- PROMPT:
Identify each line below that contains the word "layers", and copy it out.

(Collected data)

__________

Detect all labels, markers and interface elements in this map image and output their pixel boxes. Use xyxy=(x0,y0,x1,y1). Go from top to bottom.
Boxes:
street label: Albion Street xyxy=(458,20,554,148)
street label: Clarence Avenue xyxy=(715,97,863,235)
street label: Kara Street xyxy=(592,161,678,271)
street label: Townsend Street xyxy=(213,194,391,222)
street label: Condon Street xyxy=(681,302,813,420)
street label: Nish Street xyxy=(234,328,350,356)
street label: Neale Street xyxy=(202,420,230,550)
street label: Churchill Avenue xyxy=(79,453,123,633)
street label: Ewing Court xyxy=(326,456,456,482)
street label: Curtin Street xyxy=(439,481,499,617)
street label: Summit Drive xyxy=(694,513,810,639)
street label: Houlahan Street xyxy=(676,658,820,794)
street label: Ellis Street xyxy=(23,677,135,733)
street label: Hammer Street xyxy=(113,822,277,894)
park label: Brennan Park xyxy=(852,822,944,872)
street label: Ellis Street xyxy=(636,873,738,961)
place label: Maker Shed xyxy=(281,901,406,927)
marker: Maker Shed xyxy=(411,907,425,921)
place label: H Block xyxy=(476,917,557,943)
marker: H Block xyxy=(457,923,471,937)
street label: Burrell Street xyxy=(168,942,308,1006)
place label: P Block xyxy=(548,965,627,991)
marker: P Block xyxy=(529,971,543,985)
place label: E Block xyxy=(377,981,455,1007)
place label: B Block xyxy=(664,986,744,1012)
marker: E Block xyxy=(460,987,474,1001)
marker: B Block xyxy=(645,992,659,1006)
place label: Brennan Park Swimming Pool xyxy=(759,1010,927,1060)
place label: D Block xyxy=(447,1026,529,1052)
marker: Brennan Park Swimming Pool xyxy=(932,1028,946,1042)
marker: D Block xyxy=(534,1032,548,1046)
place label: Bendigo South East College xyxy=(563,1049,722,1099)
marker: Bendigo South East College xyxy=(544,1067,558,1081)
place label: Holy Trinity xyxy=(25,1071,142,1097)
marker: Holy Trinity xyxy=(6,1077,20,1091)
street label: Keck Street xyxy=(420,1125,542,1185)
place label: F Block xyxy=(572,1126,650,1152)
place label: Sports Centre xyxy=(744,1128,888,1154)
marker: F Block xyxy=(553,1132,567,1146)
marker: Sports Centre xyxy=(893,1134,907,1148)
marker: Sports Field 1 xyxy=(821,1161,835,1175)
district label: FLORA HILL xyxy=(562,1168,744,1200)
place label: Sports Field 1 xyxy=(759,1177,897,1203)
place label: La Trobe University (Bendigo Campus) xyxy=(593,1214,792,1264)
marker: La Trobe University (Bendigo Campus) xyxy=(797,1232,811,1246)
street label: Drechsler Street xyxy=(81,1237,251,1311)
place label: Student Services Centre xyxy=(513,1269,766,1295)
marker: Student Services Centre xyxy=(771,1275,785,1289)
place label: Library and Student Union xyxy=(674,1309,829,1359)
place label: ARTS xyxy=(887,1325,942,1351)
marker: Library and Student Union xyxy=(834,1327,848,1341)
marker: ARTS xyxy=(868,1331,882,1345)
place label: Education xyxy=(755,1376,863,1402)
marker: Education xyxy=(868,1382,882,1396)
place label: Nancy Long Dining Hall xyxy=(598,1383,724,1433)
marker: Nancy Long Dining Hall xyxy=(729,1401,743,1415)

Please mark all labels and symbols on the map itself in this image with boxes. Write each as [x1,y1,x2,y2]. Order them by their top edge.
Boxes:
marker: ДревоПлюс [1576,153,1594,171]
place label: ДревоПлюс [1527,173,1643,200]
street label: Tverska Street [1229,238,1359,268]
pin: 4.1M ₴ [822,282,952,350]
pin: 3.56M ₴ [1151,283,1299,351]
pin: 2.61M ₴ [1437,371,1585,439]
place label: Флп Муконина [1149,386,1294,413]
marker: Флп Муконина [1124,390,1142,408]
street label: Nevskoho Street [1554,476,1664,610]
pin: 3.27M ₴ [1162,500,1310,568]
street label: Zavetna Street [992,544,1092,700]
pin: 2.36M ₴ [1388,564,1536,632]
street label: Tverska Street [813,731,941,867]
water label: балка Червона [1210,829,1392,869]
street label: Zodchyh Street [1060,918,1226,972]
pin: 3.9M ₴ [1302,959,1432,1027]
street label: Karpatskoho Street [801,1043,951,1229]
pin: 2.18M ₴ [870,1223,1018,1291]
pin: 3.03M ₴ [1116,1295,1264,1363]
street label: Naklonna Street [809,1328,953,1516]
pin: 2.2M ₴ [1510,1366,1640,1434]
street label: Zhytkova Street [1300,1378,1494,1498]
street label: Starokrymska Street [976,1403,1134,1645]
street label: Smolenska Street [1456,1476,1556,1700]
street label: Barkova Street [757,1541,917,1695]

__________

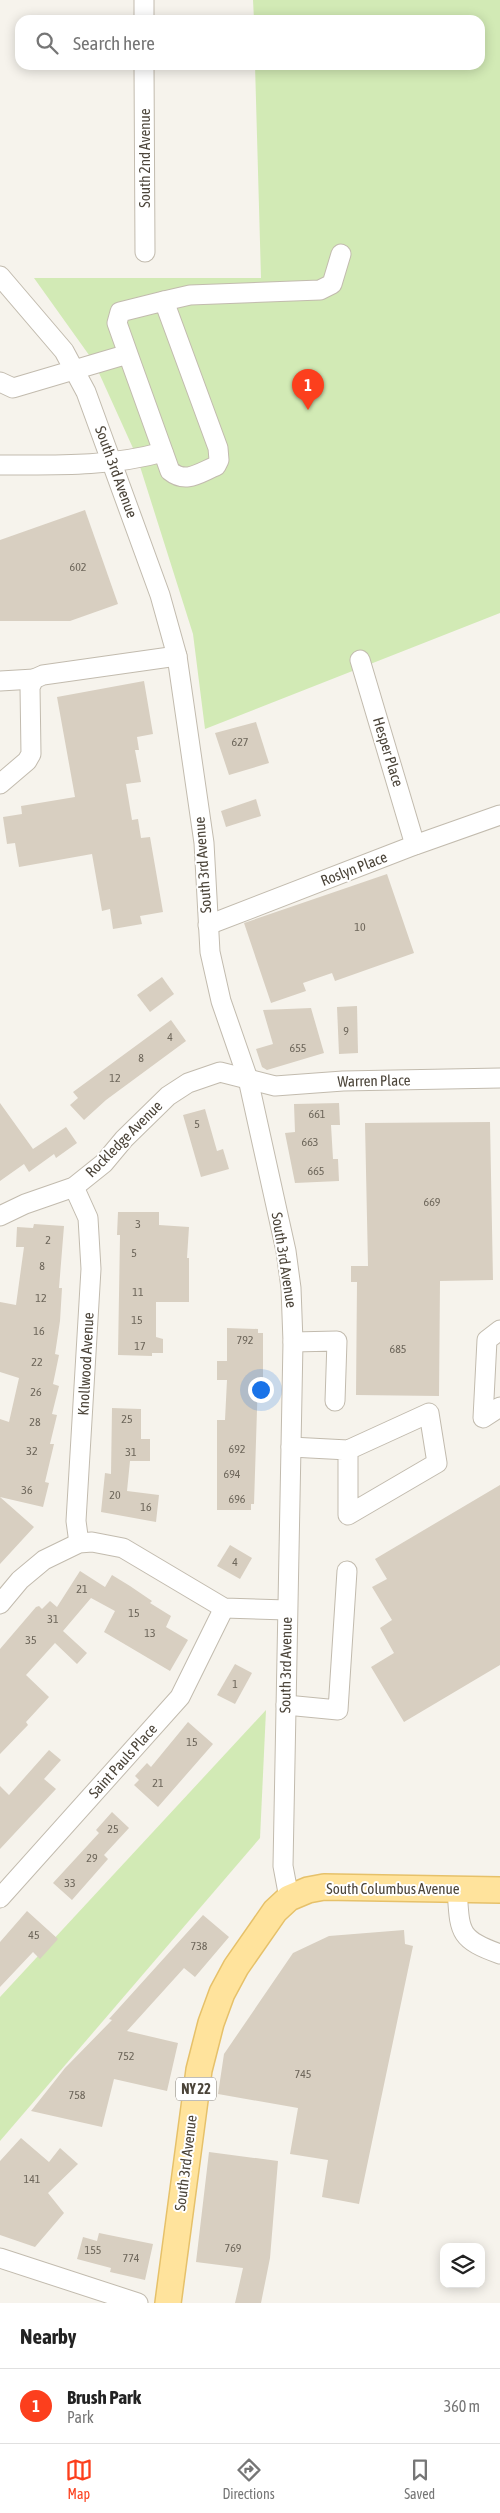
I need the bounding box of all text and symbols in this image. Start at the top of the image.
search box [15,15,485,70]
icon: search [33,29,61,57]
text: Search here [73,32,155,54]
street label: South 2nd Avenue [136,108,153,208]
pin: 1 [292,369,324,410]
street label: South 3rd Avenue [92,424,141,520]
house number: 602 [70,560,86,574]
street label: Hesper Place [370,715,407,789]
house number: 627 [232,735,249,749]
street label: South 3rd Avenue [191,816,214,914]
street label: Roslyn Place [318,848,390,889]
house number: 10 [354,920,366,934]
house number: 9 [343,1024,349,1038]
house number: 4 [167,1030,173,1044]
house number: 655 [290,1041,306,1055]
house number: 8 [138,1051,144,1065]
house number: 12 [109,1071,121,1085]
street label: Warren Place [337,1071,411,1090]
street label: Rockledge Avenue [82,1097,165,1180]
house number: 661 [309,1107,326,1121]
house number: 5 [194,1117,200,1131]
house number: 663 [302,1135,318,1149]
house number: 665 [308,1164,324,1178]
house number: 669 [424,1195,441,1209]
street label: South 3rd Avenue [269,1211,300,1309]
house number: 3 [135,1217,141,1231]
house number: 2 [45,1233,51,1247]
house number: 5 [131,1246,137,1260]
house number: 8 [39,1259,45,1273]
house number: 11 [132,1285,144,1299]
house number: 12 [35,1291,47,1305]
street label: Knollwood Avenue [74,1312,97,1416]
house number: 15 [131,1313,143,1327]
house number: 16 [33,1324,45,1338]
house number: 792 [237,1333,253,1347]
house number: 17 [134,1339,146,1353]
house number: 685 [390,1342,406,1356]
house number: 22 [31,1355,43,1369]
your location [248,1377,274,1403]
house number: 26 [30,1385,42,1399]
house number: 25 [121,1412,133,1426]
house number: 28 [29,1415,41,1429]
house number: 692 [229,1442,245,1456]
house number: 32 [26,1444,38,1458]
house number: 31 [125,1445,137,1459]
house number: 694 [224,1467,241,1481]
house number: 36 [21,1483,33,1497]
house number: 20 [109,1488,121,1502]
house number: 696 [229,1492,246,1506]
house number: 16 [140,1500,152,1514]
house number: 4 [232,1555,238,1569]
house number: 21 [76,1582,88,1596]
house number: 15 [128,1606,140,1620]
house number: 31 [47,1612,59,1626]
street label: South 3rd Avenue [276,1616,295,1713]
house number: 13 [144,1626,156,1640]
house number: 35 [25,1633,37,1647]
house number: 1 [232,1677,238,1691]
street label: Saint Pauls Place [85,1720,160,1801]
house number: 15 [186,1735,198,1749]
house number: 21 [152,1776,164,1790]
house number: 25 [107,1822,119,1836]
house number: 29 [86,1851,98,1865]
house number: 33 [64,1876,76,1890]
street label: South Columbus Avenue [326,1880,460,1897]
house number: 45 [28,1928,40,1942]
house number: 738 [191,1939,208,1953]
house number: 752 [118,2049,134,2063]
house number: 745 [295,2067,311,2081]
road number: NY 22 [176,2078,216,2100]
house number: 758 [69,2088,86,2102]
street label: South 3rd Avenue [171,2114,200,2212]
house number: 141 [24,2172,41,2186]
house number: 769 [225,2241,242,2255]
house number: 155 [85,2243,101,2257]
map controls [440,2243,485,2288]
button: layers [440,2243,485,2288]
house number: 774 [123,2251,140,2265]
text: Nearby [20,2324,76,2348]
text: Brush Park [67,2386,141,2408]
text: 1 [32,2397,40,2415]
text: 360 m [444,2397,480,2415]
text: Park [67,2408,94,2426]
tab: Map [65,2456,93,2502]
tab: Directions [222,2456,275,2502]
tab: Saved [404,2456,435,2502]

__________

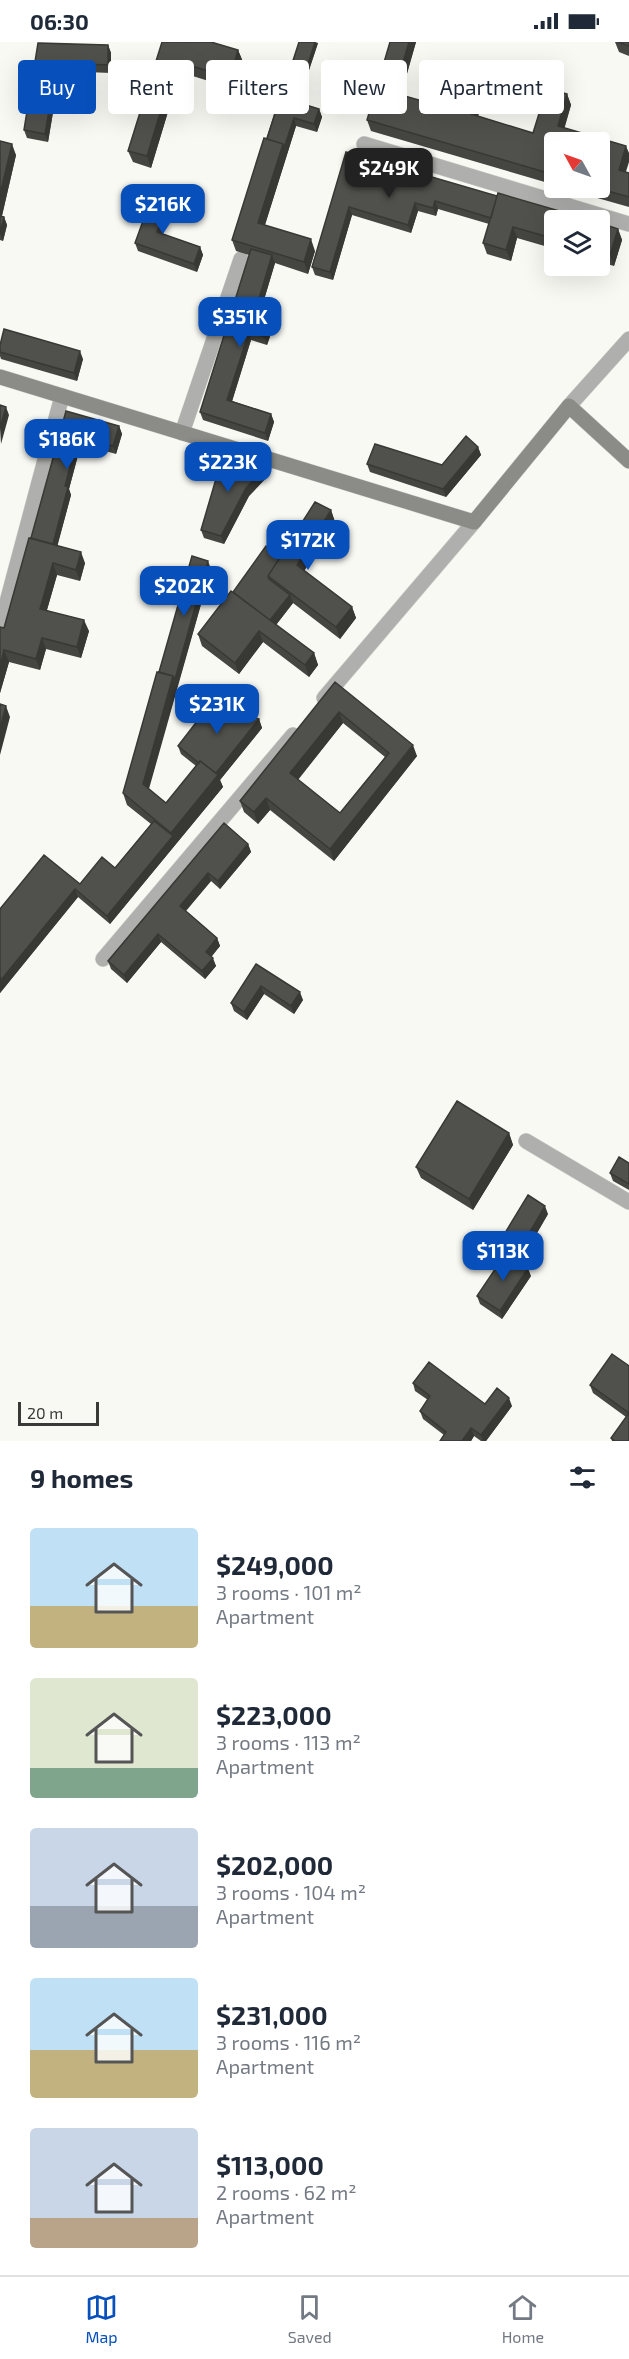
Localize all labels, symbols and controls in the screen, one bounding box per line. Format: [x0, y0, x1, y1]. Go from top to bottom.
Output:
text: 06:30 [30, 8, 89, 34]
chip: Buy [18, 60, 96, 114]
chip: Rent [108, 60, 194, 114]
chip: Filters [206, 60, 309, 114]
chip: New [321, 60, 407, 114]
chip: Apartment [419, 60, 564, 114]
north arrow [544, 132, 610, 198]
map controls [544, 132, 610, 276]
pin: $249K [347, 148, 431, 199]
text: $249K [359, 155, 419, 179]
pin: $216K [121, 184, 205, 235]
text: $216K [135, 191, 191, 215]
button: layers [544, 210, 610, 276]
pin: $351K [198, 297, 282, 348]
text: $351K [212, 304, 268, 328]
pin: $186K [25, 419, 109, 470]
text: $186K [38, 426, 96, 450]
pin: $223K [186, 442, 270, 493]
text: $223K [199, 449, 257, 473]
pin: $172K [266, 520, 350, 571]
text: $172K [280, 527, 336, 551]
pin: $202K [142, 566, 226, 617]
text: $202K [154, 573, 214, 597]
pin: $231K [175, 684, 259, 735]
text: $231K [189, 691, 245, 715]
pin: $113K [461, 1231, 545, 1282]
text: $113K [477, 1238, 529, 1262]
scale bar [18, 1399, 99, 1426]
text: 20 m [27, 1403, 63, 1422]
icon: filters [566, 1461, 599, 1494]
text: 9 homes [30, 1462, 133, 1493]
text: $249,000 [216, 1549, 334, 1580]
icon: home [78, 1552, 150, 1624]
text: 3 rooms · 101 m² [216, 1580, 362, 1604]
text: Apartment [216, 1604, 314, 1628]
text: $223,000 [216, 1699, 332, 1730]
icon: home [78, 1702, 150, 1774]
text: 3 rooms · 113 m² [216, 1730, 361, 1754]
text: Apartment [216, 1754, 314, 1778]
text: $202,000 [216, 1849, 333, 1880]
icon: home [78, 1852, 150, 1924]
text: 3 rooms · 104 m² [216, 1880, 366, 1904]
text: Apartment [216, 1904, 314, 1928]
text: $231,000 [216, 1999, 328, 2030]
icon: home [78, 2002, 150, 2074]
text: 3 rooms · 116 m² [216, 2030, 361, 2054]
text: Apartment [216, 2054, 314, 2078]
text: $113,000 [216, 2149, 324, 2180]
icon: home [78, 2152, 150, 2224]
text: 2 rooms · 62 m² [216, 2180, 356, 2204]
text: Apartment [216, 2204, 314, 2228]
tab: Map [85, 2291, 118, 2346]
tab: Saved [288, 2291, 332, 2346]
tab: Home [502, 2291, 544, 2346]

__________

- ANSWER TO THE PROBLEM:
button: layers [440,2243,485,2288]
button: layers [544, 210, 610, 276]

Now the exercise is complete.